#### INSTRUCTIONS FOR THE TASK:
Beginning with the opening line of the entries, return every line through the one containing "height:12px; margin:-6px; padding:0", both included, and nothing else. Omit pictures.

#### DATA PROVIDED:
☆ ☆ ☆ ☆

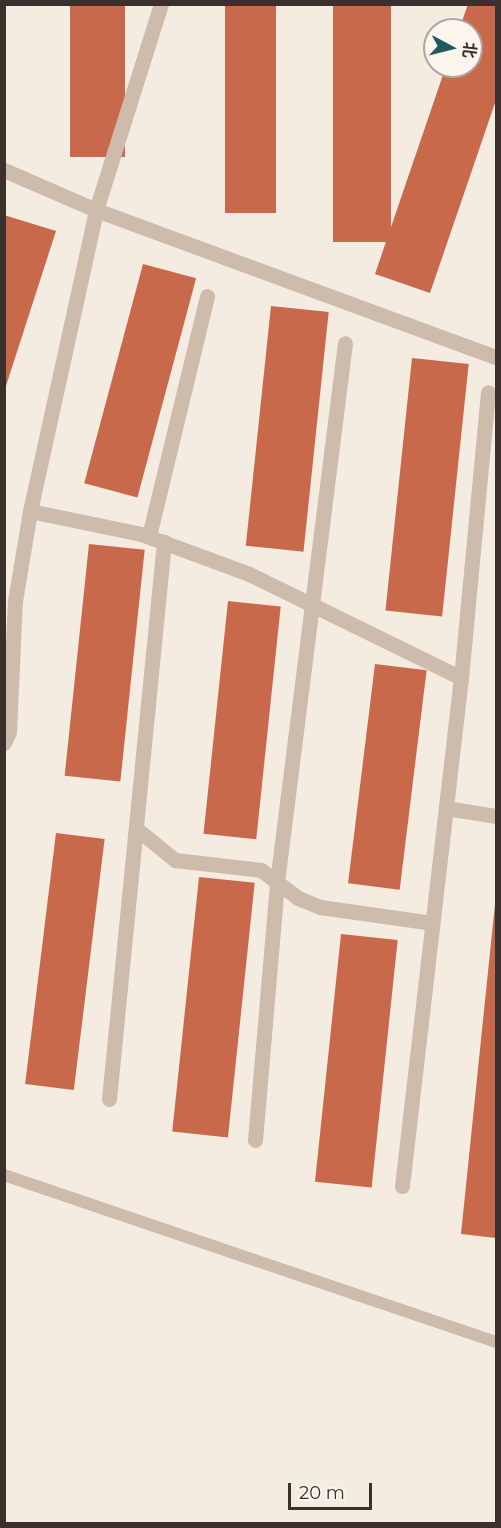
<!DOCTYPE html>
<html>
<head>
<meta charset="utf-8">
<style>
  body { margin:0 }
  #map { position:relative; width:501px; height:1528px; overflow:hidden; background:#f4ebe1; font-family:Montserrat,"Noto Sans SC",sans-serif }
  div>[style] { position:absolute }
  .building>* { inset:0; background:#c8694b; transform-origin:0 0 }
  .service>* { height:12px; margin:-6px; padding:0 6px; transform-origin:6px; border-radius:6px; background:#cdbbac }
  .minor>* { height:15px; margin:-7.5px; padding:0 7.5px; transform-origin:7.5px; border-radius:7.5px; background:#cdbbac }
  span { translate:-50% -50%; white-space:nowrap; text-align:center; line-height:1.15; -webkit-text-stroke:5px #fbf5ee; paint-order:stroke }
  .frame { position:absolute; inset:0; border:6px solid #3b302b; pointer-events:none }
  .north { position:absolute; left:423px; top:18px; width:60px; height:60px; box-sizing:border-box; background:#fbf5ee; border:2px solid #aea6a0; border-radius:50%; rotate:97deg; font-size:16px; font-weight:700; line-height:24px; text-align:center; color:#3b302b }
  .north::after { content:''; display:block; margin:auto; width:21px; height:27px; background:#1f5a5e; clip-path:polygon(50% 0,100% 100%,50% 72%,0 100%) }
  .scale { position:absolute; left:288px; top:1483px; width:84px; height:27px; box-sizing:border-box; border:3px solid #3b302b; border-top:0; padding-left:8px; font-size:18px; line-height:21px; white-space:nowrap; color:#3b302b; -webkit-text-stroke:4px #fbf5ee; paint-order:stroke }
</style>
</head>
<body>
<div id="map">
  <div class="building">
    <div style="left:70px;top:4px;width:55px;height:153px"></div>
    <div style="left:225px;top:4px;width:51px;height:209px"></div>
    <div style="left:333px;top:4px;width:58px;height:238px"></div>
    <div style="clip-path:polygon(468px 4px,496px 4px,496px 100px,430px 293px,375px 274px,446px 66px,471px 66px,471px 30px,459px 30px)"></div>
    <div style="clip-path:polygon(4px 215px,56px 231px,5px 389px,4px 389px)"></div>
    <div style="left:143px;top:264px;width:55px;height:227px;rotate:15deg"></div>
    <div style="left:271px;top:306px;width:58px;height:241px;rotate:6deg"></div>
    <div style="left:412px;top:358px;width:57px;height:254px;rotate:6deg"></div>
    <div style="left:89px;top:544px;width:56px;height:233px;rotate:6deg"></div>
    <div style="left:228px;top:601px;width:53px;height:234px;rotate:6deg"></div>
    <div style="left:375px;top:664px;width:52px;height:221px;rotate:7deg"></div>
    <div style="left:56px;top:833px;width:49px;height:253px;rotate:7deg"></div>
    <div style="left:199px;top:877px;width:56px;height:256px;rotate:6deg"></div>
    <div style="clip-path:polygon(495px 904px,496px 904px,496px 1238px,461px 1234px)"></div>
    <div style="left:341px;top:934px;width:57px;height:249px;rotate:6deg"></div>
  </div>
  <div class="service">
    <div style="left:4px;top:1175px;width:520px;rotate:18.75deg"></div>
  </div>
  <div class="minor">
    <div style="left:4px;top:170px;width:100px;rotate:23.5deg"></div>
    <div style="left:96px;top:210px;width:426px;rotate:20.2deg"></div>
    <div style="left:30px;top:511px;width:113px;rotate:11.7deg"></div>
    <div style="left:141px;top:534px;width:115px;rotate:20.3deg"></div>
    <div style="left:249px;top:574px;width:236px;rotate:26.1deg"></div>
    <div style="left:149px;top:536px;width:247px;rotate:-76.4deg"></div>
    <div style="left:4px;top:743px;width:12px;rotate:-66deg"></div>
    <div style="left:9px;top:732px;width:131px;rotate:-87.4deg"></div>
    <div style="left:15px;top:601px;width:91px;rotate:-80.5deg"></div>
    <div style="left:30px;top:511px;width:308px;rotate:-77.6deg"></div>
    <div style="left:96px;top:210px;width:216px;rotate:-72.5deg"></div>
    <div style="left:446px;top:808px;width:51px;rotate:9.1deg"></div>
    <div style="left:138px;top:830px;width:48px;rotate:39deg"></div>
    <div style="left:175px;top:860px;width:87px;rotate:6.6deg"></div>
    <div style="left:261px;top:870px;width:46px;rotate:37.1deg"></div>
    <div style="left:298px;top:898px;width:24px;rotate:22deg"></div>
    <div style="left:320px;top:907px;width:113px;rotate:8.1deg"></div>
    <div style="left:109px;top:1099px;width:560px;rotate:-84.36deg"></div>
    <div style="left:255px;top:1140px;width:259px;rotate:-85.1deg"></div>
    <div style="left:277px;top:882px;width:543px;rotate:-82.81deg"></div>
    <div style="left:402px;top:1186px;width:511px;rotate:-83.38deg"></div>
    <div style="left:461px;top:678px;width:287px;rotate:-84.6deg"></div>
  </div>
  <div class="frame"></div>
  <div class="north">北</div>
  <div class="scale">20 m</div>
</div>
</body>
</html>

☆ ☆ ☆ ☆

#### RESULT OF THIS TASK:
<!DOCTYPE html>
<html>
<head>
<meta charset="utf-8">
<style>
  body { margin:0 }
  #map { position:relative; width:501px; height:1528px; overflow:hidden; background:#f4ebe1; font-family:Montserrat,"Noto Sans SC",sans-serif }
  div>[style] { position:absolute }
  .building>* { inset:0; background:#c8694b; transform-origin:0 0 }
  .service>* { height:12px; margin:-6px; padding:0 6px; transform-origin:6px; border-radius:6px; background:#cdbbac }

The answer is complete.